EBM Internals - Regression#
This is part 1 of a 3 part series describing EBM internals and how to make predictions. For part 2, click here. For part 3, click here.
In this part 1 we’ll cover the simplest useful EBM: a regression model that does not have interactions, missing values, or other complications.
At their core, EBMs are generalized additive models where the score contributions from individual features and interactions are added together to make a prediction. Each individual score contribution is determined using a lookup table. Before doing the lookup, we first need to discretize continuous features and assign bin indexes to categorical features.

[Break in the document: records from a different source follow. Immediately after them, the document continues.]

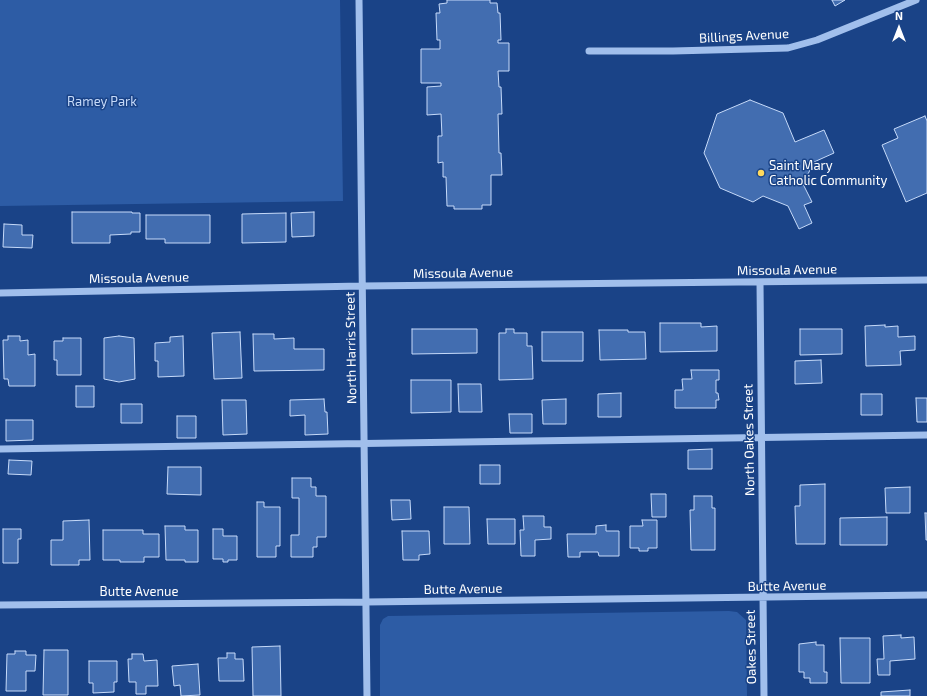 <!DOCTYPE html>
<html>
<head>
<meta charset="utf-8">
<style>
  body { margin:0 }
  #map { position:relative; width:927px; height:696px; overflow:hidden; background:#1a4387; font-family:"Exo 2",sans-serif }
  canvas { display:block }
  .north { position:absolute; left:879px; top:8px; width:40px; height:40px; -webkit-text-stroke:3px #1a4387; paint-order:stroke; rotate:0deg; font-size:11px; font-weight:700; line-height:16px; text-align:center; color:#fff }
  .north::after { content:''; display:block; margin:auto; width:14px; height:18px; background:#fff; clip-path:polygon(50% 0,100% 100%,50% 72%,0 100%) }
</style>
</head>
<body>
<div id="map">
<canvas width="927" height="696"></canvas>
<div class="north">N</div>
</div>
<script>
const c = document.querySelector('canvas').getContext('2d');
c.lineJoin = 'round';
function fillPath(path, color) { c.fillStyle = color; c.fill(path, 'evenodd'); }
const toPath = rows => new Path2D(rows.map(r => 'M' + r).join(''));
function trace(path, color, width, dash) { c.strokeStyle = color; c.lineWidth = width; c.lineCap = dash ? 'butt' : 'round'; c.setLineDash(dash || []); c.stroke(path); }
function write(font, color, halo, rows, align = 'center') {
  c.font = font + ' "Exo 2",sans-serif'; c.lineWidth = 3; c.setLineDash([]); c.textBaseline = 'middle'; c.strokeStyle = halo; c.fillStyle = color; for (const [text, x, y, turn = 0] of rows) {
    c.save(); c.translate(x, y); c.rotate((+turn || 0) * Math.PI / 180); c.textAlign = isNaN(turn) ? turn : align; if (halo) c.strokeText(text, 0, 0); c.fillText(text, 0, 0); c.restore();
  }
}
const green = toPath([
  [0,0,340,0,343,201,0,206],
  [729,611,737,612,746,620,747,696,380,696,380,625,383,619,388,616]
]);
const building = toPath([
  [447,0,490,0,490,3,497,3,498,13,500,13,501,40,498,40,498,43,509,43,509,71,498,71,499,87,501,87,502,114,498,114,499,153,501,153,502,175,491,175,491,205,482,205,482,209,454,209,454,206,447,206,446,177,443,177,443,162,438,163,438,136,442,136,441,114,427,115,427,87,441,86,441,83,421,83,421,49,440,49,440,40,437,40,436,13,440,13,439,4,447,3,447,0],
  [832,0,845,0,835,6,832,0],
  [750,100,783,113,795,142,824,130,834,153,814,162,803,184,812,202,804,205,812,223,799,229,788,206,763,196,753,202,720,188,704,153,717,114,750,100],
  [925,116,927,121,927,193,906,202,882,145,898,138,894,129,925,116],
  [72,212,132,212,132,213,140,213,140,232,131,232,131,234,110,235,110,243,72,243,72,212],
  [314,212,314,236,292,237,291,213,314,212],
  [286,213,286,242,242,243,242,214,286,213],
  [146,215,210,215,210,243,165,243,165,239,146,239,146,215],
  [4,224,22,225,22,235,33,235,32,248,3,247,4,224],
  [660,323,701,323,701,327,717,326,717,351,660,352,660,323],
  [885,325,885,327,898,326,898,337,915,336,915,350,900,351,901,365,866,366,865,326,885,325],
  [412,329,477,329,477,353,412,354,412,329],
  [506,329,514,329,514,333,527,333,527,346,532,346,533,379,499,380,499,333,506,333,506,329],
  [800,329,842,329,842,354,800,355,800,329],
  [599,330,628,330,628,332,645,332,646,359,600,360,599,330],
  [240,332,242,378,214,379,212,333,240,332],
  [542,332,583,332,583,361,542,361,542,332],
  [253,334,274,334,274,339,294,338,294,349,324,349,324,370,254,371,253,334],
  [8,336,20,336,20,341,28,340,28,355,35,354,35,386,9,386,8,379,4,379,3,340,8,340,8,336],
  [119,336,134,338,135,379,119,382,104,379,104,338,119,336],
  [183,336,184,376,158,377,158,361,155,361,155,343,170,342,170,337,183,336],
  [63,338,81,338,81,375,57,375,57,360,54,360,54,341,63,341,63,338],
  [821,360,822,383,795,384,795,361,821,360],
  [691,370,719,370,719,380,716,380,716,393,718,393,719,400,716,400,716,408,675,408,675,390,683,390,682,379,692,379,691,370],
  [411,380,451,380,451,412,411,413,411,380],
  [458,384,481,384,482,412,459,412,458,384],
  [76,386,94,386,94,407,76,407,76,386],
  [621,393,621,417,598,417,598,394,621,393],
  [861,394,882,394,882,415,861,415,861,394],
  [916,398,927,398,927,422,917,422,916,398],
  [324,399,325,412,327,412,328,434,305,435,305,415,290,416,290,400,324,399],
  [566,399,566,424,543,424,542,400,566,399],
  [222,400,246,400,247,434,223,435,222,400],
  [121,404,142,404,142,423,121,423,121,404],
  [509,414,532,414,532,433,510,433,509,414],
  [177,416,196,416,196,438,177,438,177,416],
  [6,420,33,420,33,440,6,441,6,420],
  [712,449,712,469,688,469,688,450,712,449],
  [9,460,32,461,31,475,8,474,9,460],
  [480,465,500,465,500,484,480,484,480,465],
  [168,467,201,467,201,495,167,494,168,467],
  [292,478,311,478,311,487,316,487,316,496,326,496,326,537,317,537,317,547,313,547,313,557,291,557,291,535,299,535,299,498,292,498,292,478],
  [825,484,825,544,796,544,795,506,800,506,800,485,825,484],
  [910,487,910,513,886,513,885,488,910,487],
  [651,494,666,494,666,517,652,517,651,494],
  [694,496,712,496,712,508,715,508,715,550,691,550,690,510,694,510,694,496],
  [391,500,410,500,411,519,392,520,391,500],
  [257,502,264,502,264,507,280,507,280,546,276,546,276,557,257,557,257,502],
  [444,507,469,507,470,544,444,544,444,507],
  [925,513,927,513,927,540,926,540,925,513],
  [523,516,544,516,544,527,551,527,551,539,535,540,535,556,521,556,520,530,524,530,523,516],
  [887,517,887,545,840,545,840,518,887,517],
  [487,519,515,519,515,544,488,544,487,519],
  [89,520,90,560,79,560,79,565,51,565,51,540,63,540,63,521,89,520],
  [642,520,657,520,657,548,648,548,648,551,639,551,639,548,630,548,630,526,643,526,642,520],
  [606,525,606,531,619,531,619,556,599,556,598,552,580,552,580,557,568,557,567,534,596,534,596,526,606,525],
  [165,526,185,526,185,530,198,530,198,562,185,562,185,560,166,560,165,526],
  [3,529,21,529,21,539,18,539,18,563,3,563,3,529],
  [213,529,223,529,223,536,237,536,237,560,228,560,228,562,223,562,223,559,213,559,213,529],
  [103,530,143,530,143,534,159,534,159,557,144,557,144,562,120,562,120,560,103,560,103,530],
  [402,531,429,531,430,554,419,555,419,560,403,560,402,531],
  [901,635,901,638,914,637,915,659,890,661,890,675,878,675,877,659,884,659,883,636,901,635],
  [840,638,870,638,870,683,841,683,840,638],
  [816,642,816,645,824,645,824,672,827,672,827,683,810,683,810,678,804,678,804,672,799,672,799,644,816,642],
  [280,646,281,696,253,696,252,647,280,646],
  [44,650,68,650,68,695,43,695,44,650],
  [15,651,26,651,26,655,36,655,35,671,26,671,26,691,6,691,7,654,15,654,15,651],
  [227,653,235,653,235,659,243,659,244,681,219,681,218,658,227,658,227,653],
  [132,654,143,654,144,661,157,660,158,686,146,686,146,694,136,694,136,682,129,682,128,659,132,659,132,654],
  [89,661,117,661,117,682,114,682,114,692,93,693,93,683,89,683,89,661],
  [198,664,200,695,181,696,180,685,174,686,172,666,198,664],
  [910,690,910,696,881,696,881,692,910,690]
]);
const minor = toPath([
  [359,0,367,696],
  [589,51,673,51,788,48,817,40,916,0],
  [760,282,764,696],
  [0,293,362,286,927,280],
  [0,449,927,435],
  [0,605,366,602,927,595]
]);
const markers = [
  [761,173,4,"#ffd95d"]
];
const streetNames = [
  ["Billings Avenue",744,36,-3],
  ["Missoula Avenue",787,270,-1],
  ["Missoula Avenue",463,273,-1],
  ["Missoula Avenue",139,278,-1],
  ["North Harris Street",351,348,-91],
  ["North Oakes Street",749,440,-91],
  ["Butte Avenue",787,586,-1],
  ["Butte Avenue",463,589,-1],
  ["Butte Avenue",139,592],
  ["Oakes Street",751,647,-91]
];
const parkNames = [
  ["Ramey Park",102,102]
];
const poiNames = [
  ["Saint Mary",769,166],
  ["Catholic Community",769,181]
];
fillPath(green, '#2d5ca5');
fillPath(building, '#426db0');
trace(building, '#c6daf9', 1);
trace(minor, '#a1bfec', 7);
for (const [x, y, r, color] of markers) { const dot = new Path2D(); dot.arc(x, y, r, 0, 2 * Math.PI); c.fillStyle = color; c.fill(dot); trace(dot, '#1a4387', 1.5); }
write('13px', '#fff', '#1a4387', streetNames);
write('13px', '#c6daf9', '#1a4387', parkNames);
write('13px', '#fff', '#1a4387', poiNames, 'left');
</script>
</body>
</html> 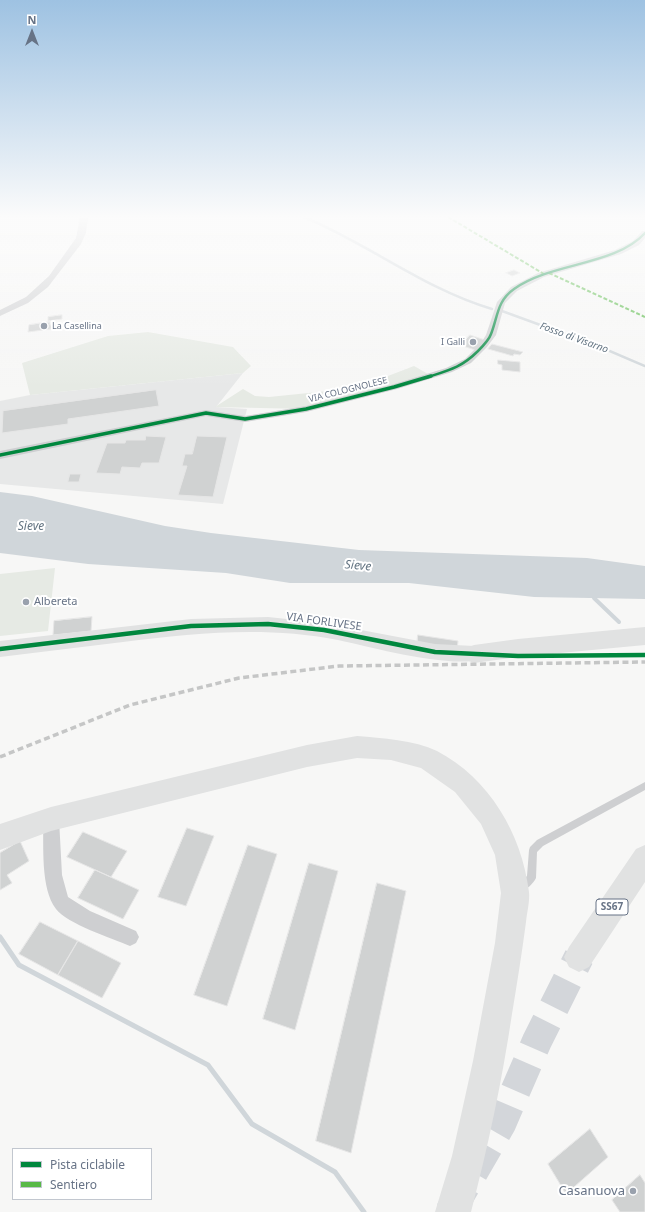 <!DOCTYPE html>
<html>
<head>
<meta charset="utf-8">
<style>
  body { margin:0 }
  #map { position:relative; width:645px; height:1212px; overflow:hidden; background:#f7f7f6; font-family:"Noto Sans",sans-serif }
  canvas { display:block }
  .legend { position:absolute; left:12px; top:1148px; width:140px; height:52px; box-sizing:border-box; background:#fff; border:1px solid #c2c7cf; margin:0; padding:5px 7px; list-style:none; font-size:12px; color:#677386 }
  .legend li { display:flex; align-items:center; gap:8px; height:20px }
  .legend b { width:20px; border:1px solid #c2c7cf }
  .north { position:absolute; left:12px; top:12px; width:40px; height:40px; -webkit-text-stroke:3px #fff; paint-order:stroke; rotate:0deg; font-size:11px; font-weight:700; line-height:16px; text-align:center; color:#677386 }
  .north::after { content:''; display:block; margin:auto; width:14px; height:18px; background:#677386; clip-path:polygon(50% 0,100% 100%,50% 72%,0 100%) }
</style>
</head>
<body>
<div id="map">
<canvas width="645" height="1212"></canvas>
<ul class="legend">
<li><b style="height:5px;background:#00873e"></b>Pista ciclabile</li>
<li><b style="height:5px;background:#58b947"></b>Sentiero</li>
</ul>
<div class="north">N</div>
</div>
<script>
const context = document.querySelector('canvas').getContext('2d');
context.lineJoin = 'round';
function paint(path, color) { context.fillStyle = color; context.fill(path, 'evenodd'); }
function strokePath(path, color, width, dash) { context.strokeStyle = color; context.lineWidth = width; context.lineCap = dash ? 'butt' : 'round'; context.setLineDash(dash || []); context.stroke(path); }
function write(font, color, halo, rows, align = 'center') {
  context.font = font + ' "Noto Sans",sans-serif'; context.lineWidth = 4; context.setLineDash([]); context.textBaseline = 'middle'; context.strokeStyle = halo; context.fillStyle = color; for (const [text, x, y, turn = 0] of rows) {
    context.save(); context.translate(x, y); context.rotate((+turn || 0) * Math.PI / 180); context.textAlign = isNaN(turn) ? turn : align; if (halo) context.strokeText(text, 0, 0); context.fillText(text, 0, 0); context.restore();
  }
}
const built = new Path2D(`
  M243 373 216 407 247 409 223 504 0 484V401L30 395Z`);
const green = new Path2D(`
  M148 332 233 347 251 366 243 373 30 395 22 363 108 336Z
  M414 366 430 375 306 409 215 407 243 389 255 396 269 397 338 390 380 379Z
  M55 568 48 631 0 636V574Z`);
const water = new Path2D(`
  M0 492 32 496 165 526 211 533 359 550 587 558 645 566V599L534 597 409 583H290L226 573 88 564 0 553Z`);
const streamFar2 = new Path2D(`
  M304 217C369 244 424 289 492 309
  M502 311 598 346 645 366`);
const streamFar1 = new Path2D(`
  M594 598 619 622`);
const stream = new Path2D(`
  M0 937 19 965 208 1065 252 1124 335 1172 364 1212`);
const building = new Path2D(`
  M514 270 520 273 512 276 506 273Z
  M62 315V319L48 321V317Z
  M50 322V325L59 324V328L28 332 29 325Z
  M470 335 485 340 475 350 460 345Z
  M492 344 523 352 520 355 514 354 513 356 488 349Z
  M498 360 520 362V372L502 370V365L498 364Z
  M156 390 159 406 68 419V424L2 433 3 411Z
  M146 436 166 437 159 463H142L140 468 122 467 120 474 96 473 107 443H125L126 440H145Z
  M197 436 227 437 213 497 178 495 187 466H182L185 454H192Z
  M70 474H81L79 482H68Z
  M92 617 91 631 53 635 54 621Z
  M418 635 458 641 457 651 417 645Z
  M187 828 214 836 186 906 158 897Z
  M83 832 127 851 111 877 67 857Z
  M20 841 29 861 7 875 12 883 0 890V853Z
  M248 845 277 854 227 1006 194 995Z
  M309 863 338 871 295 1030 263 1019Z
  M95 870 139 890 123 919 78 898Z
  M377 883 406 891 351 1153 316 1141Z
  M40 922 78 941 58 975 19 954Z
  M78 941 121 963 102 998 58 975Z
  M590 1129 608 1157 566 1194 548 1164Z
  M640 1175 645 1183V1212H620L612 1200Z`);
const primaryTunnel = new Path2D(`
  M450 1212 501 1124 537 1041 579 957`);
const lane = new Path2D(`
  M645 782V790L543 846 537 852 536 878C533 884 527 889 521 892L518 890 516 887 518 884 527 876 529 850 530 847 537 840Z`);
const street = new Path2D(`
  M80 217H88L86 233 81 244 48 287 28 303 0 316V310L26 297 49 276 76 238Z
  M642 231H645V238L639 245 621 254 544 277 517 291 505 303 496 335 487 347 471 363 452 372 397 389 306 412 245 422 206 416 0 459V451L206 410 245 416 306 406 391 385 446 368 465 359 481 343 486 335 497 302 511 287 538 273 615 250 633 241Z
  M51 811 57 814 59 819 62 875 68 897 90 911 136 931 139 937 136 943 130 946C112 938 67 924 56 909 40 888 44 845 43 819L45 814Z`);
const secondary = new Path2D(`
  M268 617 324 623 435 644 474 646 481 649 483 654 481 659C452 669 370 647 338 640 266 626 195 633 123 642 82 647 41 652 0 657V641L191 619Z`);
const primary = new Path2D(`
  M645 627V645L518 657 474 663 466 660 463 654 466 648 474 645 518 639Z
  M357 736C382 738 414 740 437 751 489 778 522 834 529 892 530 901 527 912 526 922 522 953 517 983 512 1014 502 1081 488 1147 471 1212H435L452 1156 473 1061 495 943 501 893 495 855 481 824 455 792 421 768 391 760 357 758 307 767 51 831 0 850V824L51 807 307 745Z
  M645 845V882L589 967 579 972 569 967 564 957 569 947 636 849Z`);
const rail = new Path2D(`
  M0 757 130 705 239 678 339 666 645 662`);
const quiet = new Path2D(`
  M448 217 544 274
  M549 273 645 317`);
const cyclewayFar2 = new Path2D(`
  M428 377C450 370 462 367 478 351 483 346 489 340 491 334 498 316 497 301 514 289 552 262 615 266 645 233`);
const cyclewayFar1 = new Path2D(`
  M0 455 206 413 245 419 306 409 394 387 431 376`);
const cycleway = new Path2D(`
  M0 649 191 626 268 624 324 630 435 652 518 656 645 655`);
const markers = [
  [44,326,4,"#99a1ad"],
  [473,342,4,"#99a1ad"],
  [26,602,4,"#99a1ad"],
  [633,1191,4,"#99a1ad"]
];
const farPoinames = [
  ["La Casellina",52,326],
  ["I Galli",465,342,"right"]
];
const farStreetnames = [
  ["VIA COLOGNOLESE",348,390,-14]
];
const farWaternames = [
  ["Fosso di Visarno",574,338,20]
];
const shields = [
  [612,907,32]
];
const shieldNames = [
  ["SS67",612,907]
];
const poiNames = [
  ["Albereta",34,602]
];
const streetNames = [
  ["VIA FORLIVESE",324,622,8]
];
const waterNames = [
  ["Sieve",31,527],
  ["Sieve",358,566,5]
];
const nearPoinames = [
  ["Casanuova",625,1191]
];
paint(built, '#e7e8e8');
paint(green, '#e6eae4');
paint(water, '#d0d6da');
strokePath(streamFar2, '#d0d6da', 2.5);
strokePath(streamFar1, '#d0d6da', 4);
strokePath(stream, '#d0d6da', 5);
paint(building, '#d0d2d2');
strokePath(building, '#e6e6e6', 1);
strokePath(primaryTunnel, '#d3d6da', 30, [30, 16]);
paint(lane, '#cecfd1');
paint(street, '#cecfd1');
paint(secondary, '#e1e2e2');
paint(primary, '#e1e2e2');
strokePath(rail, '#c5c6c6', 3.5, [6, 3.5]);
strokePath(quiet, '#58b947', 2, [4, 2]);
strokePath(cyclewayFar2, '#00873e', 2.5);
strokePath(cyclewayFar1, '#00873e', 3.5);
strokePath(cycleway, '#00873e', 4.5);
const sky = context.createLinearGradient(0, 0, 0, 387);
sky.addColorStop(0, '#9ec2e2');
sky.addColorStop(0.56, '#fbfbfb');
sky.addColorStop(1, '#fbfbfb00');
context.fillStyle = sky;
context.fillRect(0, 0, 645, 387);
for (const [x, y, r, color] of markers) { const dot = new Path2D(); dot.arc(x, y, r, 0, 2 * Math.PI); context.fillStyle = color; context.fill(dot); strokePath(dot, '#fff', 1.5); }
write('9px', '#677386', '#fff', farPoinames, 'left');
write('9px', '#677386', '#fff', farStreetnames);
write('italic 10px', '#637482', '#fff', farWaternames);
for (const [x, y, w] of shields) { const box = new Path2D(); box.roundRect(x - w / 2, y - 8, w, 16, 3); context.fillStyle = '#fff'; context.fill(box); strokePath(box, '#677386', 1); }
write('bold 10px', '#677386', null, shieldNames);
write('11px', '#677386', '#fff', poiNames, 'left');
write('11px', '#677386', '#fff', streetNames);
write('italic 12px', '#637482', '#fff', waterNames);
write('13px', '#677386', '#fff', nearPoinames, 'right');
</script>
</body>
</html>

Regression is the simplest form of EBM model because the final sum is the actual prediction without requiring an inverse link function.
# boilerplate
from interpret import show
from interpret.glassbox import ExplainableBoostingRegressor
import numpy as np
from interpret import set_visualize_provider
from interpret.provider import InlineProvider
set_visualize_provider(InlineProvider())
# make a dataset composed of a nominal categorical, and a continuous feature
X = [["Peru", 7.0], ["Fiji", 8.0], ["Peru", 9.0]]
y = [450.0, 550.0, 350.0]
# Fit a regression EBM without interactions
# Eliminate the validation set to handle the small dataset
ebm = ExplainableBoostingRegressor(
interactions=0,
validation_size=0, outer_bags=1, min_samples_leaf=1, min_hessian=1e-9)
ebm.fit(X, y)
show(ebm.explain_global())
Let’s have a look at some of the most important attributes of the ExplainableBoostingRegressor.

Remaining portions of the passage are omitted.